# Memory of TF data

Once TF features get loaded into memory, how much memory do they actually use?

And can we reduce that footprint?

In this notebook I am following this
[Hands-On Exploration of Python Memory Usage](https://code.tutsplus.com/tutorials/understand-how-much-memory-your-python-objects-use--cms-25609)

We take the
[Dead Sea Scrolls](https://github.com/etcbc/dss) as our leading example.

In [7]:
from sys import getsizeof, stderr
from itertools import chain
from collections import deque
from reprlib import repr

In [8]:
from tf.app import use

In [2]:
A = use('dss:clone', checkout='clone', hoist=globals())

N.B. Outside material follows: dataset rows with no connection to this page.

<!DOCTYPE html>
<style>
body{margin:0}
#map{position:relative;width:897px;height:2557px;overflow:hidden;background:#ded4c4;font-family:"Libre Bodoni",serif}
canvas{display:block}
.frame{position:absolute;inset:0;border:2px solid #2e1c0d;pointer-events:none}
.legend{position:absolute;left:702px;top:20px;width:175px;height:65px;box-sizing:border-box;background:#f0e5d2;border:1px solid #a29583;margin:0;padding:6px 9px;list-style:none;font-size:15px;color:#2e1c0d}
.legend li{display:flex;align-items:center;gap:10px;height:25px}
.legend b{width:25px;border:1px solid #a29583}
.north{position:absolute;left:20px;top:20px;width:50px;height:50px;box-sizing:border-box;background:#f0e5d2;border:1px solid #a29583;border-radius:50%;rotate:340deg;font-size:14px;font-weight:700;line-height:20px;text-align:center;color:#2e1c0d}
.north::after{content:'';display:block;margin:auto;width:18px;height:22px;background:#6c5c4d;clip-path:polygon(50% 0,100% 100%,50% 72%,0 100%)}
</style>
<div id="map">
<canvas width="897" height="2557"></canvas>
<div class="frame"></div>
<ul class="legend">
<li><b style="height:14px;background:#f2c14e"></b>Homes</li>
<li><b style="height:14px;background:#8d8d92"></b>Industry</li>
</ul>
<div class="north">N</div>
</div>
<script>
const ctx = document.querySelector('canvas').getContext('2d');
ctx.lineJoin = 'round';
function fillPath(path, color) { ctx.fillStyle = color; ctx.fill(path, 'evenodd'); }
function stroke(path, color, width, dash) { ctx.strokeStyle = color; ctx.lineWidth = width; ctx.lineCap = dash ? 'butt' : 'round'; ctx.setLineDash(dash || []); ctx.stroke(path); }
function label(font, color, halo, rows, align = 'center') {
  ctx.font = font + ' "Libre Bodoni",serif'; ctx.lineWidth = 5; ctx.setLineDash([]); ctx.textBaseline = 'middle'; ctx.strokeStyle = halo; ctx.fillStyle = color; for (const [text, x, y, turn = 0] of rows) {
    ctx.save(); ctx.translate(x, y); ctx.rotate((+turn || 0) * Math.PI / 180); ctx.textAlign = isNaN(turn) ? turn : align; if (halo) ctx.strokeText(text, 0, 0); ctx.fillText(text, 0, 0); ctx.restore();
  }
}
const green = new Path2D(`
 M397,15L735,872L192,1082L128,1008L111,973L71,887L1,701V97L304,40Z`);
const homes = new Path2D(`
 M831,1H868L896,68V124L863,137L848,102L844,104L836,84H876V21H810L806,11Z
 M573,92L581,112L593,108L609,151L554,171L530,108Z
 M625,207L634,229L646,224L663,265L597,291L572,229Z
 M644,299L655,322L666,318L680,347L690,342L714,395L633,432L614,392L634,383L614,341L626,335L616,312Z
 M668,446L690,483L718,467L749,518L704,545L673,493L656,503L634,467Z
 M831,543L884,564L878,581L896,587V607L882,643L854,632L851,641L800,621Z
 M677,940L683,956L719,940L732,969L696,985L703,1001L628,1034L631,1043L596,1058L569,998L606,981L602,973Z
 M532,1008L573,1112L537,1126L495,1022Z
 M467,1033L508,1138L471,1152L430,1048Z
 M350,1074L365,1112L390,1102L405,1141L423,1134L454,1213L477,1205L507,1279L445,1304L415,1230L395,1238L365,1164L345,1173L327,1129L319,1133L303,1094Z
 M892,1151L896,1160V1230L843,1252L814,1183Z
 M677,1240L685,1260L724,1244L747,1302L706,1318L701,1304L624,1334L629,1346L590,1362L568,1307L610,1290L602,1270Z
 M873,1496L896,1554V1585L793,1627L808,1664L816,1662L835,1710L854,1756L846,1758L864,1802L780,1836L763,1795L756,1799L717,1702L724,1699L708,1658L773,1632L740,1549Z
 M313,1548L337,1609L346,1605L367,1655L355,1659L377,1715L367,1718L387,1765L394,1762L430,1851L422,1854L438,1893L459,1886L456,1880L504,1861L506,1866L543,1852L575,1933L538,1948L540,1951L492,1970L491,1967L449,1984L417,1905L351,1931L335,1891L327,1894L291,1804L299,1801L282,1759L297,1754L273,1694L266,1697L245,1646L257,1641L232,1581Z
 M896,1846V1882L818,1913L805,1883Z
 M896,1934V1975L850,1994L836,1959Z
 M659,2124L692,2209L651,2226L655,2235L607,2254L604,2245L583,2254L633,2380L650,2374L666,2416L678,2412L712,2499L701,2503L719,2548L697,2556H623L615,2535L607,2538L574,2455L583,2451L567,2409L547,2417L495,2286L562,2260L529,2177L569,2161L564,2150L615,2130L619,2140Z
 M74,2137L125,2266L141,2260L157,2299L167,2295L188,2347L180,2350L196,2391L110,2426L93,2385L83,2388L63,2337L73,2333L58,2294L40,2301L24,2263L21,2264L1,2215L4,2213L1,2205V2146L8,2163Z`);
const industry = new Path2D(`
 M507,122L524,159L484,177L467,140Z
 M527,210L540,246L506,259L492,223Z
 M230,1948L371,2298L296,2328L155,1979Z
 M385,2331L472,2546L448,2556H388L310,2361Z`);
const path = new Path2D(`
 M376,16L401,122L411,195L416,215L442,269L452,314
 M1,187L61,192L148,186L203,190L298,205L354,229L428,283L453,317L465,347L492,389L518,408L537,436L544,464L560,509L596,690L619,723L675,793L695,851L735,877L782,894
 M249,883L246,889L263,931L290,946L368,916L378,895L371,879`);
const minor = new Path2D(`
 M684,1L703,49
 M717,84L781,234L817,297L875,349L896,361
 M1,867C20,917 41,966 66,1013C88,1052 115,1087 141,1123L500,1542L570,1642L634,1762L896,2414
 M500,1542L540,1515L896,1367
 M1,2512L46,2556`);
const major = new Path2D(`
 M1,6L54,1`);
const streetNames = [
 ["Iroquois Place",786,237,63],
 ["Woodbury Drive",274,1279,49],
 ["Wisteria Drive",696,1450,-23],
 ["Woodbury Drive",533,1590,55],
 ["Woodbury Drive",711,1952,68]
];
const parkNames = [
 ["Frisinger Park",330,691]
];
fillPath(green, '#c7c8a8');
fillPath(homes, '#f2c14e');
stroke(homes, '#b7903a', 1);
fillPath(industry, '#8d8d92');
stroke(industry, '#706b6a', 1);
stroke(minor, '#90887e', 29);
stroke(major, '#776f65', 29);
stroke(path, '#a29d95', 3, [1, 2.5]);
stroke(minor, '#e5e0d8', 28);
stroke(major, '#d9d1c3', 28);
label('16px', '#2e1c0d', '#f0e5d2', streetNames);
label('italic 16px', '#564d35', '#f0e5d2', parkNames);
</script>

Using TF-app in /Users/dirk/github/annotation/app-dss/code:
	repo clone offline under ~/github (local github)
Using data in /Users/dirk/github/etcbc/dss/tf/0.4:
	repo clone offline under ~/github (local github)
Using data in /Users/dirk/github/etcbc/dss/parallels/tf/0.4:
	repo clone offline under ~/github (local github)


# WARP features

Every TF dataset has the `otype` and `oslots` features.
Let's see how much memory space they consume.

However, this is not the whole story. We need a deep, recursive `getsizeof` and we use the approach from this
[recipe](https://code.activestate.com/recipes/577504/)

In [9]:
def deepSize(o, handlers={}, verbose=False):
    """ Returns the approximate memory footprint an object and all of its contents.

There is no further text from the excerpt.